* [Task prompt]: The whole listing should be retyped exactly as it appears.

* [Data shown]:
========================================

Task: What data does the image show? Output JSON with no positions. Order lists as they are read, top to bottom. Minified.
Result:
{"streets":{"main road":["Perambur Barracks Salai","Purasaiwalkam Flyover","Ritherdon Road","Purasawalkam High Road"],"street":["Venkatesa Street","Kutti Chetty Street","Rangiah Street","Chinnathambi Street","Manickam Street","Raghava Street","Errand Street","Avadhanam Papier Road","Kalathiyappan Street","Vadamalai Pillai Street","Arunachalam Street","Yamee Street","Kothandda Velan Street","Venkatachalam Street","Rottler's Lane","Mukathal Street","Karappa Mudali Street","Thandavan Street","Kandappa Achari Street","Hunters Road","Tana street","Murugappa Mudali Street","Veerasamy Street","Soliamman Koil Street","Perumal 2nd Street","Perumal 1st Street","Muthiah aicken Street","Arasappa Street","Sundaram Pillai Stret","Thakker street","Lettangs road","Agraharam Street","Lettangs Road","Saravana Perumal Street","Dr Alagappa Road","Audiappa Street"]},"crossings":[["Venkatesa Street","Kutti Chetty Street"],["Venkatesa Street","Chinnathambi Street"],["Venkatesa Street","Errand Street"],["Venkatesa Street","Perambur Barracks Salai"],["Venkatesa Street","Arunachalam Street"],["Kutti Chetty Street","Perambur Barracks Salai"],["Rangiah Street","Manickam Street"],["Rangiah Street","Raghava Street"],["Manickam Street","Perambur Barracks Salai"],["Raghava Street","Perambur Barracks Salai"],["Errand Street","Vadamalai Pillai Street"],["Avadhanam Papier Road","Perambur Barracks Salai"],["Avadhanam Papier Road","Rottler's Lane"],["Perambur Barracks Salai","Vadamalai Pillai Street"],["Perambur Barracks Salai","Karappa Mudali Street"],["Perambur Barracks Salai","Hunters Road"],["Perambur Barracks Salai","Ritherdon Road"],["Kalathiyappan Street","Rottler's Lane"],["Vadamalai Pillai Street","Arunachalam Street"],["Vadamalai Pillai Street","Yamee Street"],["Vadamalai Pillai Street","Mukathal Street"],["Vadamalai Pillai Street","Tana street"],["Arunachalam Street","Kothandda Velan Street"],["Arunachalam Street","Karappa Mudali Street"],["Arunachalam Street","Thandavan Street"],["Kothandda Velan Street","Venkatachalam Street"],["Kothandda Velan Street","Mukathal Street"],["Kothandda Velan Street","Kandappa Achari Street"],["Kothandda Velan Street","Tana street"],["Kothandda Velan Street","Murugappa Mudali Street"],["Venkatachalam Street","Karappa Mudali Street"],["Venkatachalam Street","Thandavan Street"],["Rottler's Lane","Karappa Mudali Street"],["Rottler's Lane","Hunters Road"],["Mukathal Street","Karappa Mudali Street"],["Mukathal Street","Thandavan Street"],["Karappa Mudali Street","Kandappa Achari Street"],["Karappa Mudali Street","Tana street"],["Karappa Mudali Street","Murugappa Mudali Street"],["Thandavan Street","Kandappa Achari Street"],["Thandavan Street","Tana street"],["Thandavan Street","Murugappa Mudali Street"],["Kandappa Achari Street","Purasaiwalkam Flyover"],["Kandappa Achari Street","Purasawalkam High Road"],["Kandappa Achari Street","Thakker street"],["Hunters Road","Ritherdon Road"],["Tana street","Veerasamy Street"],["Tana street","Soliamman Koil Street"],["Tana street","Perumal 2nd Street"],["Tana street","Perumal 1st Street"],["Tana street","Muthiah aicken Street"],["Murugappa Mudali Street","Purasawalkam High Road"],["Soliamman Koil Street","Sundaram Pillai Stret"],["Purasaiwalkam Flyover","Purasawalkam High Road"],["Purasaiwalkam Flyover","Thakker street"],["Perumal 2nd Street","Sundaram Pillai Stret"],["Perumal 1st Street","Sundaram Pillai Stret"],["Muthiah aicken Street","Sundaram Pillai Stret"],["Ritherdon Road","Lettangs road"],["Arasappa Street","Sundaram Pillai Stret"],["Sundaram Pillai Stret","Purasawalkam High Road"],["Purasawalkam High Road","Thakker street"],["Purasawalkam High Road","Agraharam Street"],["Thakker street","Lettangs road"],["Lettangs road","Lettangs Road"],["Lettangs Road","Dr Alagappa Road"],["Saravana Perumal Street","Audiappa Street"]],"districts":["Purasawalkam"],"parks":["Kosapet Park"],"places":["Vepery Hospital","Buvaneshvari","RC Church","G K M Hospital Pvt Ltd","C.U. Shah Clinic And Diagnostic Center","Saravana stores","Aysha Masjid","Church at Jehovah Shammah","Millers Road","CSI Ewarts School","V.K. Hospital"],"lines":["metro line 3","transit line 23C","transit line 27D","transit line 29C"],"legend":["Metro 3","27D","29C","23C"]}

========================================

* [Solution]:
Task: What data does the image show? Output JSON with no positions. Order lists as they are read, top to bottom. Minified.
Result:
{"streets":{"main road":["Perambur Barracks Salai","Purasaiwalkam Flyover","Ritherdon Road","Purasawalkam High Road"],"street":["Venkatesa Street","Kutti Chetty Street","Rangiah Street","Chinnathambi Street","Manickam Street","Raghava Street","Errand Street","Avadhanam Papier Road","Kalathiyappan Street","Vadamalai Pillai Street","Arunachalam Street","Yamee Street","Kothandda Velan Street","Venkatachalam Street","Rottler's Lane","Mukathal Street","Karappa Mudali Street","Thandavan Street","Kandappa Achari Street","Hunters Road","Tana street","Murugappa Mudali Street","Veerasamy Street","Soliamman Koil Street","Perumal 2nd Street","Perumal 1st Street","Muthiah aicken Street","Arasappa Street","Sundaram Pillai Stret","Thakker street","Lettangs road","Agraharam Street","Lettangs Road","Saravana Perumal Street","Dr Alagappa Road","Audiappa Street"]},"crossings":[["Venkatesa Street","Kutti Chetty Street"],["Venkatesa Street","Chinnathambi Street"],["Venkatesa Street","Errand Street"],["Venkatesa Street","Perambur Barracks Salai"],["Venkatesa Street","Arunachalam Street"],["Kutti Chetty Street","Perambur Barracks Salai"],["Rangiah Street","Manickam Street"],["Rangiah Street","Raghava Street"],["Manickam Street","Perambur Barracks Salai"],["Raghava Street","Perambur Barracks Salai"],["Errand Street","Vadamalai Pillai Street"],["Avadhanam Papier Road","Perambur Barracks Salai"],["Avadhanam Papier Road","Rottler's Lane"],["Perambur Barracks Salai","Vadamalai Pillai Street"],["Perambur Barracks Salai","Karappa Mudali Street"],["Perambur Barracks Salai","Hunters Road"],["Perambur Barracks Salai","Ritherdon Road"],["Kalathiyappan Street","Rottler's Lane"],["Vadamalai Pillai Street","Arunachalam Street"],["Vadamalai Pillai Street","Yamee Street"],["Vadamalai Pillai Street","Mukathal Street"],["Vadamalai Pillai Street","Tana street"],["Arunachalam Street","Kothandda Velan Street"],["Arunachalam Street","Karappa Mudali Street"],["Arunachalam Street","Thandavan Street"],["Kothandda Velan Street","Venkatachalam Street"],["Kothandda Velan Street","Mukathal Street"],["Kothandda Velan Street","Kandappa Achari Street"],["Kothandda Velan Street","Tana street"],["Kothandda Velan Street","Murugappa Mudali Street"],["Venkatachalam Street","Karappa Mudali Street"],["Venkatachalam Street","Thandavan Street"],["Rottler's Lane","Karappa Mudali Street"],["Rottler's Lane","Hunters Road"],["Mukathal Street","Karappa Mudali Street"],["Mukathal Street","Thandavan Street"],["Karappa Mudali Street","Kandappa Achari Street"],["Karappa Mudali Street","Tana street"],["Karappa Mudali Street","Murugappa Mudali Street"],["Thandavan Street","Kandappa Achari Street"],["Thandavan Street","Tana street"],["Thandavan Street","Murugappa Mudali Street"],["Kandappa Achari Street","Purasaiwalkam Flyover"],["Kandappa Achari Street","Purasawalkam High Road"],["Kandappa Achari Street","Thakker street"],["Hunters Road","Ritherdon Road"],["Tana street","Veerasamy Street"],["Tana street","Soliamman Koil Street"],["Tana street","Perumal 2nd Street"],["Tana street","Perumal 1st Street"],["Tana street","Muthiah aicken Street"],["Murugappa Mudali Street","Purasawalkam High Road"],["Soliamman Koil Street","Sundaram Pillai Stret"],["Purasaiwalkam Flyover","Purasawalkam High Road"],["Purasaiwalkam Flyover","Thakker street"],["Perumal 2nd Street","Sundaram Pillai Stret"],["Perumal 1st Street","Sundaram Pillai Stret"],["Muthiah aicken Street","Sundaram Pillai Stret"],["Ritherdon Road","Lettangs road"],["Arasappa Street","Sundaram Pillai Stret"],["Sundaram Pillai Stret","Purasawalkam High Road"],["Purasawalkam High Road","Thakker street"],["Purasawalkam High Road","Agraharam Street"],["Thakker street","Lettangs road"],["Lettangs road","Lettangs Road"],["Lettangs Road","Dr Alagappa Road"],["Saravana Perumal Street","Audiappa Street"]],"districts":["Purasawalkam"],"parks":["Kosapet Park"],"places":["Vepery Hospital","Buvaneshvari","RC Church","G K M Hospital Pvt Ltd","C.U. Shah Clinic And Diagnostic Center","Saravana stores","Aysha Masjid","Church at Jehovah Shammah","Millers Road","CSI Ewarts School","V.K. Hospital"],"lines":["metro line 3","transit line 23C","transit line 27D","transit line 29C"],"legend":["Metro 3","27D","29C","23C"]}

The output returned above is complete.